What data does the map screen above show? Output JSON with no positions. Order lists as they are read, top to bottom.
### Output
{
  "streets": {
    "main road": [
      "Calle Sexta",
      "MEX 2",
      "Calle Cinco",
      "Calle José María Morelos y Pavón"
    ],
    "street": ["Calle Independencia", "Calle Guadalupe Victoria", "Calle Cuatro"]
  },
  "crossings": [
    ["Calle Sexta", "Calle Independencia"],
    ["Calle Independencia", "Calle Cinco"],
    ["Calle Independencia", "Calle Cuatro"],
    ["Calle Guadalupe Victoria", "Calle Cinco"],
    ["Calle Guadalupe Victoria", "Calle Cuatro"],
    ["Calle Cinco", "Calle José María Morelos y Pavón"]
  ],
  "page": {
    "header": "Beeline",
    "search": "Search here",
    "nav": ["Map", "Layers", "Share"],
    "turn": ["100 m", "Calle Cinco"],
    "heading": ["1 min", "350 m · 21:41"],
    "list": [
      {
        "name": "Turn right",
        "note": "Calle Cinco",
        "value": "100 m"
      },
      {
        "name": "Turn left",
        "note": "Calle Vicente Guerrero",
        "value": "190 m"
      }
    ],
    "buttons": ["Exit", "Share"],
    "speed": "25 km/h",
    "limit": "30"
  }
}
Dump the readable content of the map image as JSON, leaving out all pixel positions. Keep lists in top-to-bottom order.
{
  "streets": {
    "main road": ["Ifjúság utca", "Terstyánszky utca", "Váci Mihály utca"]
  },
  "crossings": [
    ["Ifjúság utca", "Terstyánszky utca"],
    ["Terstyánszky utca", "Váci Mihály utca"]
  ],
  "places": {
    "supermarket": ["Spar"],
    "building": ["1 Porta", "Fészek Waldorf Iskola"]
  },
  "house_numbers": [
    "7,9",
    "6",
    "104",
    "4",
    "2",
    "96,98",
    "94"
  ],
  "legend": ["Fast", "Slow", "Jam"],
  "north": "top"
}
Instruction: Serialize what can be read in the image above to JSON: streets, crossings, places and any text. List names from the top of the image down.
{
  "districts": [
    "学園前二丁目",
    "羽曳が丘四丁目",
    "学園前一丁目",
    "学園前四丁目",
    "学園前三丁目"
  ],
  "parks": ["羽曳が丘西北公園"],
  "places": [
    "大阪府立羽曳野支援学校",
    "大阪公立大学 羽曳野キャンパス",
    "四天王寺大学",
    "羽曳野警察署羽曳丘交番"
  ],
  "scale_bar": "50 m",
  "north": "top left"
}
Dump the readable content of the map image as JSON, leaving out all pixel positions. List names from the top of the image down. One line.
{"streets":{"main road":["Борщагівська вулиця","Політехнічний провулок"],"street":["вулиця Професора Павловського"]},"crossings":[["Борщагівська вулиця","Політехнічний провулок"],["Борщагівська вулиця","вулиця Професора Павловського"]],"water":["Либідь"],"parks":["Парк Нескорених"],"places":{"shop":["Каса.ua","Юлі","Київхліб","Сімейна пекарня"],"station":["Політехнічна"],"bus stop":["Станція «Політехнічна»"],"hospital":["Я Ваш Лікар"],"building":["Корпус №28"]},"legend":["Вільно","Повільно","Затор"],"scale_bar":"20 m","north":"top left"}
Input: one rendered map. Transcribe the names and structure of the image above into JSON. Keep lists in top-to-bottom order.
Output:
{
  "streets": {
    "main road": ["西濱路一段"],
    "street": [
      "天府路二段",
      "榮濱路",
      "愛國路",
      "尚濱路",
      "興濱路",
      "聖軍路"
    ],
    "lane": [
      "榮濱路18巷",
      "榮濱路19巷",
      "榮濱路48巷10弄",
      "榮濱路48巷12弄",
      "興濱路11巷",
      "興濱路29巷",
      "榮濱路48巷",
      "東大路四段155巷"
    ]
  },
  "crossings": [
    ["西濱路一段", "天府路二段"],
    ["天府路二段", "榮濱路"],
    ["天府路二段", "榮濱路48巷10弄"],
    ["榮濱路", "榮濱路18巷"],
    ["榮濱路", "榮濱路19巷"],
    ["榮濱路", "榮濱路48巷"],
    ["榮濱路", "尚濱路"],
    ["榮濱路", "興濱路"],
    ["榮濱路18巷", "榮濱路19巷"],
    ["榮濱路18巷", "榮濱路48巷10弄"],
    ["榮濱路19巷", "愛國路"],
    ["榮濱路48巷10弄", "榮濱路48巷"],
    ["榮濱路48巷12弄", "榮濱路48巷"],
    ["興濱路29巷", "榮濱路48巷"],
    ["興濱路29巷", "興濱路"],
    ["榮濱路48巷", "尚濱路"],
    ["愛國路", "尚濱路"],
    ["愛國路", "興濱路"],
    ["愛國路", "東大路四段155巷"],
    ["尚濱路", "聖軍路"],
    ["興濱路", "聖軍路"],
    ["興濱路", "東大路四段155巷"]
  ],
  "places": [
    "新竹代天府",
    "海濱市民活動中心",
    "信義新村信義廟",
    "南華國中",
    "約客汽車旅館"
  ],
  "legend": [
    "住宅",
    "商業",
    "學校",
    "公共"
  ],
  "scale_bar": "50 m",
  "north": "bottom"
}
• • •
**Task directions**
Take the line above containing "down. One line.", the line containing "Input: one rendered", and all lines in between, and copy them exactly without anything else.

**Problem solution**
Dump the readable content of the map image as JSON, leaving out all pixel positions. List names from the top of the image down. One line.
{"streets":{"main road":["Борщагівська вулиця","Політехнічний провулок"],"street":["вулиця Професора Павловського"]},"crossings":[["Борщагівська вулиця","Політехнічний провулок"],["Борщагівська вулиця","вулиця Професора Павловського"]],"water":["Либідь"],"parks":["Парк Нескорених"],"places":{"shop":["Каса.ua","Юлі","Київхліб","Сімейна пекарня"],"station":["Політехнічна"],"bus stop":["Станція «Політехнічна»"],"hospital":["Я Ваш Лікар"],"building":["Корпус №28"]},"legend":["Вільно","Повільно","Затор"],"scale_bar":"20 m","north":"top left"}
Input: one rendered map. Transcribe the names and structure of the image above into JSON. Keep lists in top-to-bottom order.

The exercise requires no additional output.